GOP Eagerly Awaits Tax Reform Debate

Evan Wilt

Republican lawmakers desperately want to show unity following weeks of bad headlines focused on President Donald Trump, and they’re hoping tax reform will do the trick.

Last month, party leaders in the House and Senate released an optimistic joint statement with Treasury Secretary Steven Mnuchin and national economic adviser Gary Cohn, outlining their tax reform plan. After Republicans failed to coalesce around healthcare legislation, party leaders are feeling the pressure to chalk up a substantive legislative victory—the first under the Trump administration.

“We’re not going to have that problem on this because everybody is going in the same direction,” Grover Norquist, president of Americans for Tax Reform, told me.

Norquist predicts the GOP will finish writing tax reform legislation by Sept. 28, pass it through the House in October, and give it a final Senate blessing before Thanksgiving. Slightly contradicting that best-case scenario, Sen. Dean Heller, R-Nev., a member of the Senate Finance Committee, told Roll Call Wednesday he doesn’t expect final passage until Christmas Eve.

President Trump continues to blame Senate Majority Leader Mitch McConnell, R-Ky., and Sen. John McCain, R-Ariz., for failing on healthcare, and a flop on tax reform could permanently scar the GOP. But conservatives expect McConnell to deliver.

“Everybody goes ‘Oh, the president is having a fight with Mitch McConnell’—Mitch McConnell doesn’t have friends and enemies; Mitch McConnell is trying to do stuff,” Norquist told me. “The president needs the Senate to pass something, so sit back and get out of the way and let Mitch do his magic.”
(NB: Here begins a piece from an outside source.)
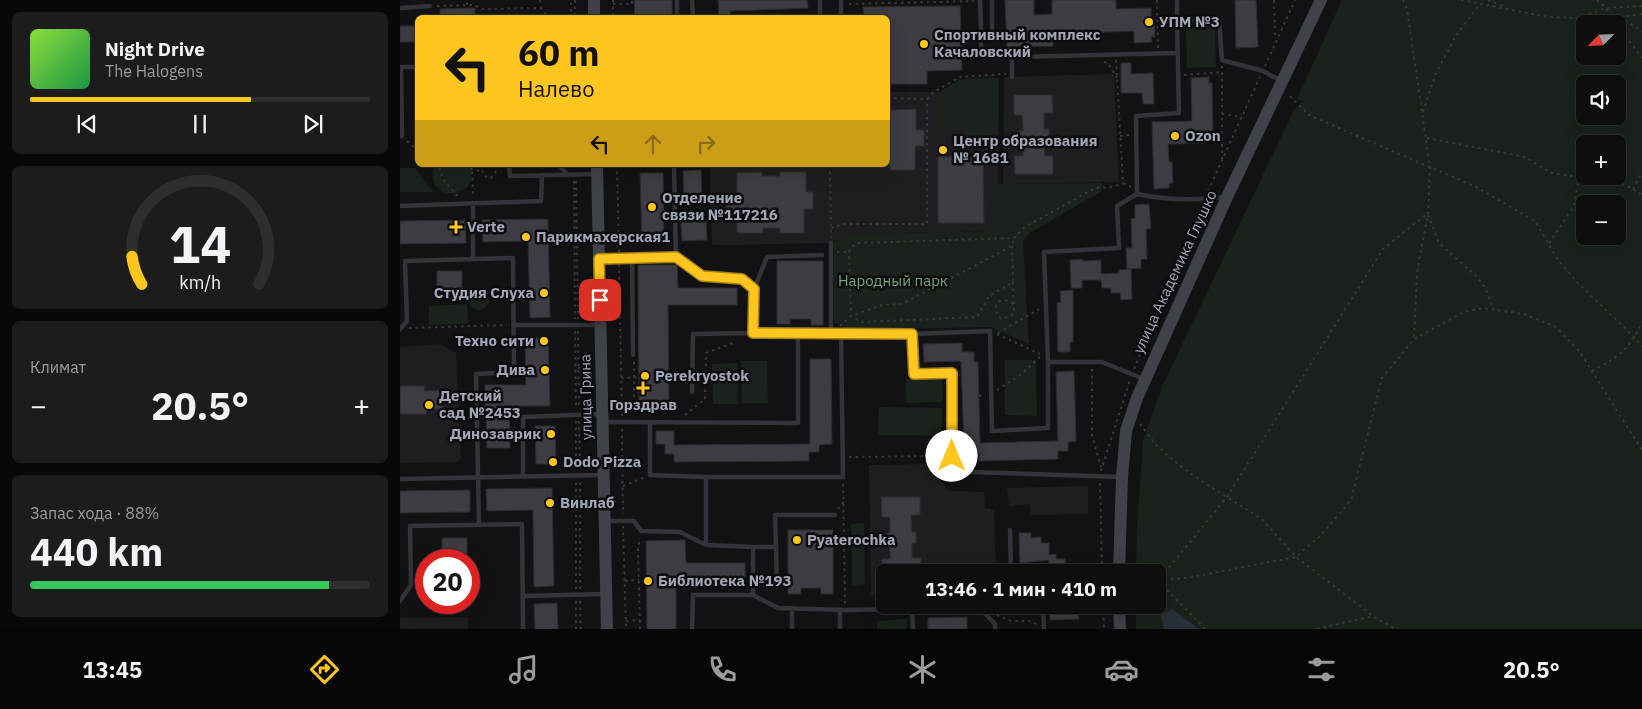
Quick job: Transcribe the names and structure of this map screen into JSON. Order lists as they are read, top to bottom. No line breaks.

Trump spoke to supporters in Phoenix, Ariz., on Aug. 22 and railed against McConnell and McCain for thwarting his agenda. Meanwhile, House Speaker Paul Ryan, R-Wis., made his own trip to the West, touring Intel’s facilities in Hillsboro, Ore., and talking up GOP plans for the tax system. But he couldn’t leave without addressing Trump’s latest friendly fire: “I think the president feels that’s a strategy that works for him. I would just say that I think it’s important that we all stay unified as Republicans to complete our agenda.”

Will all the White House staffing changes complicate that effort?

Former White House chief strategist Steve Bannon’s departure Friday marked the fourth high-profile staffing change in less than a month. Since taking office in January, Trump has lost a chief of staff, a chief strategist, a national security adviser, a press secretary, two communications directors, and a deputy chief of staff.

Bannon’s exit is significant for some parts of the GOP agenda—immigration and foreign policy, in particular—but not for tax reform, Norquist said. As for the legislative battles Bannon did engage in, such as the spring healthcare debate in the House, he wasn’t always effective.

“The only time I ever interacted with Steve Bannon, he was yelling at me, so I’m not going to shed a tear,” Rep. Tom Garrett, R-Va., a member of the conservative House Freedom Caucus, told WMRU radio last week.

But Rep. Steve King, R-Iowa, told The Washington Post that losing Bannon could weaken Trump’s connection to his base: “This looks like a purging of conservatives. With Steve Bannon gone, what’s left of the conservative core in the West Wing? Who’s going to carry out the Trump agenda?”